WHAT TO WORK ON –
Among the records below, find the lines with the word "weight" and copy them.

______

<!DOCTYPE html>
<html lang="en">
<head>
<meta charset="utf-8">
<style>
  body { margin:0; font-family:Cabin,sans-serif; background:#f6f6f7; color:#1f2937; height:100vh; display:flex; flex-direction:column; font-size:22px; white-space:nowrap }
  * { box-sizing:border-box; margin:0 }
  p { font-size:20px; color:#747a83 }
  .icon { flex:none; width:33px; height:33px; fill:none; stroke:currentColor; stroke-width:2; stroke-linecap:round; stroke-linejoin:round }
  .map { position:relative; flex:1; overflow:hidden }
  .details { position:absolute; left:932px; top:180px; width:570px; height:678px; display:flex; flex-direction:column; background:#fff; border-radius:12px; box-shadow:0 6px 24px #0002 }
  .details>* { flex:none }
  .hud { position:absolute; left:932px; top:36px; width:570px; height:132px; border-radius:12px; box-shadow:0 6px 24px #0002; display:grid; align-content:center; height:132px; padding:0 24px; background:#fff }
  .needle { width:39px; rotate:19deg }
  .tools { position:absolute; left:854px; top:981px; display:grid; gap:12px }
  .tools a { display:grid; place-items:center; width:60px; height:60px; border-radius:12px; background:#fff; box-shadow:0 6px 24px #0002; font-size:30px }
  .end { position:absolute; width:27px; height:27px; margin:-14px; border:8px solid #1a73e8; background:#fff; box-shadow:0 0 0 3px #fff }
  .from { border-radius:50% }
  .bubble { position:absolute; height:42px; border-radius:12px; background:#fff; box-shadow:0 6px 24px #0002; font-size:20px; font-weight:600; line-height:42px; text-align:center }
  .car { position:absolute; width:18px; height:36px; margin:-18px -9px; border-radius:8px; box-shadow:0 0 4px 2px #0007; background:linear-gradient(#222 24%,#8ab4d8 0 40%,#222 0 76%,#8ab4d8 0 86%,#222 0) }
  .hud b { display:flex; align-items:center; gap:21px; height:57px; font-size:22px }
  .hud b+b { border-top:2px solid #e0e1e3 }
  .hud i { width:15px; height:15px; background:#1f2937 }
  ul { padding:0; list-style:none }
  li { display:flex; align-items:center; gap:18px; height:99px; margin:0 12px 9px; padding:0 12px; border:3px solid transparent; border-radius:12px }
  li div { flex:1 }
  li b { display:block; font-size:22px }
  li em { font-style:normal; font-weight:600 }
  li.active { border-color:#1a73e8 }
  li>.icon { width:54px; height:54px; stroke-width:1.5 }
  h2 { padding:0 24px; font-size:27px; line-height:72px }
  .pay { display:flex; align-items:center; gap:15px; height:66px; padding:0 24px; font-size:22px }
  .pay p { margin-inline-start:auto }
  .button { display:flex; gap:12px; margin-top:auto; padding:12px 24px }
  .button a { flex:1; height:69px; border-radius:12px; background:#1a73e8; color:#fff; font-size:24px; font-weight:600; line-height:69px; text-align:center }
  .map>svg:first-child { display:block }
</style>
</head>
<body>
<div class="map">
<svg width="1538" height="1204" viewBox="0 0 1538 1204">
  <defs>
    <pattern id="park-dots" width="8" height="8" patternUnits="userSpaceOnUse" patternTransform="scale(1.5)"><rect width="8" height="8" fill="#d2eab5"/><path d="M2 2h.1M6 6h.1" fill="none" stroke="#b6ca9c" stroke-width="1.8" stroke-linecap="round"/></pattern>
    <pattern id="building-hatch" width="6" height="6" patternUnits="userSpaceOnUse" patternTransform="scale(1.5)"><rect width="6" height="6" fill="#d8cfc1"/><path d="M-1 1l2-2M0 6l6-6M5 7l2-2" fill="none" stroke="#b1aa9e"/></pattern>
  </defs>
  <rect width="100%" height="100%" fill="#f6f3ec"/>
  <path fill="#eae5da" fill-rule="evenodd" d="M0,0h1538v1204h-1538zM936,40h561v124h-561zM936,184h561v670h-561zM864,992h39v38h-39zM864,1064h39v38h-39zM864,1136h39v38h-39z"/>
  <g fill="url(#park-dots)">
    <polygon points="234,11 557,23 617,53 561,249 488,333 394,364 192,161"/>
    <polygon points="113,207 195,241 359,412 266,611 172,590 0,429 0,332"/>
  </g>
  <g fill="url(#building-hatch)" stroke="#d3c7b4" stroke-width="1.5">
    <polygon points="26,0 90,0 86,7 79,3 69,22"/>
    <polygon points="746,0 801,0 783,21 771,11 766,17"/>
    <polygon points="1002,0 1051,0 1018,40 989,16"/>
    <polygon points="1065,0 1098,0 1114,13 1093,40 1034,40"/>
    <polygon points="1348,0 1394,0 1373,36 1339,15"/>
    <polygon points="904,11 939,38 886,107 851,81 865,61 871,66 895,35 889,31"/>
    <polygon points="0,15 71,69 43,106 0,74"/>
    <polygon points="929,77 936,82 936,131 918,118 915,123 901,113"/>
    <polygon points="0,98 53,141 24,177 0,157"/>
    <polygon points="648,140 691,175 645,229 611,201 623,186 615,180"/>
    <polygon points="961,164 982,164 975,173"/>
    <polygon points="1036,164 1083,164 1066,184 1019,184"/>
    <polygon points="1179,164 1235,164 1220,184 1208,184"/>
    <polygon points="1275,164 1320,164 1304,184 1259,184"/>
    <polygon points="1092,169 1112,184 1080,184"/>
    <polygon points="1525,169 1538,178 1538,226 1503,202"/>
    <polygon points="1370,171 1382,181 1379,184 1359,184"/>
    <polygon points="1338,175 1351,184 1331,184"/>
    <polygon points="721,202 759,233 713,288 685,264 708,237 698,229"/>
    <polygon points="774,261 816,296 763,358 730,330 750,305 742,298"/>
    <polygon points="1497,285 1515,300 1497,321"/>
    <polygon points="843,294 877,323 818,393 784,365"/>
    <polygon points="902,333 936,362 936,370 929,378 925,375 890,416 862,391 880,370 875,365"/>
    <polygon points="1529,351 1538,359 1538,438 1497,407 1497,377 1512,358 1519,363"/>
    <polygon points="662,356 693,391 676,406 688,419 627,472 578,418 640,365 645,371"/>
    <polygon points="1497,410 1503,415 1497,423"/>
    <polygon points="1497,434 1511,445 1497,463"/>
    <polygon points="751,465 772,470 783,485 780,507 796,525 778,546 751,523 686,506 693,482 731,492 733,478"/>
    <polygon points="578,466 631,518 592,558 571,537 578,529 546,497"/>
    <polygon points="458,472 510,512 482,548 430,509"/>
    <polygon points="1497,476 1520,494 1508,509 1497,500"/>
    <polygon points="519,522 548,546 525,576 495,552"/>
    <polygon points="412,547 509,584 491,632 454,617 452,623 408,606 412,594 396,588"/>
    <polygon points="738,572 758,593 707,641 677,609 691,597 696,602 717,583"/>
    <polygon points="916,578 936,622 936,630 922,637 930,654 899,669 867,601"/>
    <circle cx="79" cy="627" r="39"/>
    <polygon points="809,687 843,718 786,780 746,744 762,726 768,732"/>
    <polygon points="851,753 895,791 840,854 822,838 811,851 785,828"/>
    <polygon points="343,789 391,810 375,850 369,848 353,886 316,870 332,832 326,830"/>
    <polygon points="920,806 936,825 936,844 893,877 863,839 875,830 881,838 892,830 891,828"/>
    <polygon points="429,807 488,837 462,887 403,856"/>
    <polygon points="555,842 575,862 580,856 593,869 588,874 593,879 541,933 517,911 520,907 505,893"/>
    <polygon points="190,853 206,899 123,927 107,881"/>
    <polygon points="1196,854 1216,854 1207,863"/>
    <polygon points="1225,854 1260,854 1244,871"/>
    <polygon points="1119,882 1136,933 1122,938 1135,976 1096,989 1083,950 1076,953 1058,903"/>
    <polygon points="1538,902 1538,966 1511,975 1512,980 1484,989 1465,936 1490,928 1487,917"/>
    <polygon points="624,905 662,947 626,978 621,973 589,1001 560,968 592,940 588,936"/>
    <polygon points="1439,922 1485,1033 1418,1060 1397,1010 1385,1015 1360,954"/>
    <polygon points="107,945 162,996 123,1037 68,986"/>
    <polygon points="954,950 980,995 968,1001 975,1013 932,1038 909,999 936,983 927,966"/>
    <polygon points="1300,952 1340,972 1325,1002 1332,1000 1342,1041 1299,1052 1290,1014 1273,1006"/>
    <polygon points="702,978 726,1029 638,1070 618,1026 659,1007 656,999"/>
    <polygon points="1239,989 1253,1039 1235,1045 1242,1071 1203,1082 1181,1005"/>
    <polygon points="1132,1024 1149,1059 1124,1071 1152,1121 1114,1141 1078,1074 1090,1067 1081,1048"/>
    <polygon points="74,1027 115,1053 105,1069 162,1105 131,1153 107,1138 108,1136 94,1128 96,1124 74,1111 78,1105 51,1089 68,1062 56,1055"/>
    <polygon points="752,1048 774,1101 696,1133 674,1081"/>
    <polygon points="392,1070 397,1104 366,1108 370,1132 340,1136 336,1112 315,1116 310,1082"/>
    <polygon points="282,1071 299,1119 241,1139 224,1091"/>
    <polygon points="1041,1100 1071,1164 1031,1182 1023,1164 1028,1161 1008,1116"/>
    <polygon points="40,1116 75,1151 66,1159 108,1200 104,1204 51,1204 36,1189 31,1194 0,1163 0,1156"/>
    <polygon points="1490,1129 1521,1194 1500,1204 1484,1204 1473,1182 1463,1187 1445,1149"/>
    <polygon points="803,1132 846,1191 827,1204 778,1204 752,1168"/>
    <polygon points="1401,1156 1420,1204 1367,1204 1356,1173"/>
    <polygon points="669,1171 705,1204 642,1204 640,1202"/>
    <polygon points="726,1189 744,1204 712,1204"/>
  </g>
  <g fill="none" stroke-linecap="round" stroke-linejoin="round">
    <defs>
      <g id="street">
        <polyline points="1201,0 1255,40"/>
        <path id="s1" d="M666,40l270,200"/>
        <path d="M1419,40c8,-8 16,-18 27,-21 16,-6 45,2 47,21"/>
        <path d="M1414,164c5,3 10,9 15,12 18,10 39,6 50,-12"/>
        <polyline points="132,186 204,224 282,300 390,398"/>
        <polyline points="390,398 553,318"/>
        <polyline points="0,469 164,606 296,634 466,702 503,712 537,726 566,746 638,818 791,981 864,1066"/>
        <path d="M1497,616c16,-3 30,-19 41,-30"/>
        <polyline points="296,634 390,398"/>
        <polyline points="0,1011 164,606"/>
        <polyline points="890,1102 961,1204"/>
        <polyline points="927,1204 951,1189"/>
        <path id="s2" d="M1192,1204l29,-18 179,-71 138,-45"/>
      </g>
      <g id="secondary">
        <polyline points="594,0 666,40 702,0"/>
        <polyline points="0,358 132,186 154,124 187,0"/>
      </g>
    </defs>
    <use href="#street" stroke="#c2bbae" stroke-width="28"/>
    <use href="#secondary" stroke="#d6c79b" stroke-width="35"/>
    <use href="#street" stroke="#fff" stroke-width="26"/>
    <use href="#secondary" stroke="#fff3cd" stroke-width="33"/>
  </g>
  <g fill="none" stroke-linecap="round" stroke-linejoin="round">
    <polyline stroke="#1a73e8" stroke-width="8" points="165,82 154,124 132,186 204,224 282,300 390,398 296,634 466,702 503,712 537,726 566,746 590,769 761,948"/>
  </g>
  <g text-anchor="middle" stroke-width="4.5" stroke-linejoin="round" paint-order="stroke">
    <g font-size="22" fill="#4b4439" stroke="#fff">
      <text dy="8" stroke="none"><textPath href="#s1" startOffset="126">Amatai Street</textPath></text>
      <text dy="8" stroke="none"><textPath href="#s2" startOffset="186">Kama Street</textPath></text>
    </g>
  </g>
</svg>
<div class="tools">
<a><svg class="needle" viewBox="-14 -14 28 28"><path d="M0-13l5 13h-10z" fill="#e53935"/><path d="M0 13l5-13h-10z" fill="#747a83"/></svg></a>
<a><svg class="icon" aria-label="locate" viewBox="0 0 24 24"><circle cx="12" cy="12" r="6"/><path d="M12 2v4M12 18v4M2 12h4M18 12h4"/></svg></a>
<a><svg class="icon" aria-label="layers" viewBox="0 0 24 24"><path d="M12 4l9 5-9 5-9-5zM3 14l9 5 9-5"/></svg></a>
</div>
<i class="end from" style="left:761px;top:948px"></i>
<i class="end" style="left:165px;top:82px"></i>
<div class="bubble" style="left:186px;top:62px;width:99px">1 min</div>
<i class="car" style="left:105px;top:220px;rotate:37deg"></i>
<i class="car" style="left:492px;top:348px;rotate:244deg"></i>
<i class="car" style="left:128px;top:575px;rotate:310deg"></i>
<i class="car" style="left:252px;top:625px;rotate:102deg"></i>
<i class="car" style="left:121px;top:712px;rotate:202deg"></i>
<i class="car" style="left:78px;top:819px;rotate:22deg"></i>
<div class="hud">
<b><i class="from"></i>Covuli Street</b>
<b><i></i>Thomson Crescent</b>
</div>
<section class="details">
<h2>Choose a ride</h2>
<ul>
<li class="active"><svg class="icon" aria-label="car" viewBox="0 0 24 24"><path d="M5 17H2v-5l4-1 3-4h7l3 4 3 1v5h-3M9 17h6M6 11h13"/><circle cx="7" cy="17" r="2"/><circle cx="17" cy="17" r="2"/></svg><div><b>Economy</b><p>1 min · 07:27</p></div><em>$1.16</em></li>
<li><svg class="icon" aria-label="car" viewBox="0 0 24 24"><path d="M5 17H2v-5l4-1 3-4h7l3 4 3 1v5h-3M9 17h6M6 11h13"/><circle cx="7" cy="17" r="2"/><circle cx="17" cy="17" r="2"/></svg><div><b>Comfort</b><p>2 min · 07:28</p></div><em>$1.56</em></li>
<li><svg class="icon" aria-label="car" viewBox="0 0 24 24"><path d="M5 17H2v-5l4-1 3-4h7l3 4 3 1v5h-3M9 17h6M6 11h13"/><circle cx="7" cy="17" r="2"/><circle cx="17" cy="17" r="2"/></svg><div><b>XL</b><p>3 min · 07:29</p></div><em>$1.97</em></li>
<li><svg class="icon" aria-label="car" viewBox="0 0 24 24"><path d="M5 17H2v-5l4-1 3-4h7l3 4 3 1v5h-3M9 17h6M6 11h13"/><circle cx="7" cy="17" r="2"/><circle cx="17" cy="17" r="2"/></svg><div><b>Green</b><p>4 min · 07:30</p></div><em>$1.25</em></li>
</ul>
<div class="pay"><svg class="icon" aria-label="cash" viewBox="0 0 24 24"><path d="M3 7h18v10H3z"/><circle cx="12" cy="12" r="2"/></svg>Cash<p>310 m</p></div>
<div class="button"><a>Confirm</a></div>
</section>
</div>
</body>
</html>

______

ANSWER BELOW –
  .bubble { position:absolute; height:42px; border-radius:12px; background:#fff; box-shadow:0 6px 24px #0002; font-size:20px; font-weight:600; line-height:42px; text-align:center }
  li em { font-style:normal; font-weight:600 }
  .button a { flex:1; height:69px; border-radius:12px; background:#1a73e8; color:#fff; font-size:24px; font-weight:600; line-height:69px; text-align:center }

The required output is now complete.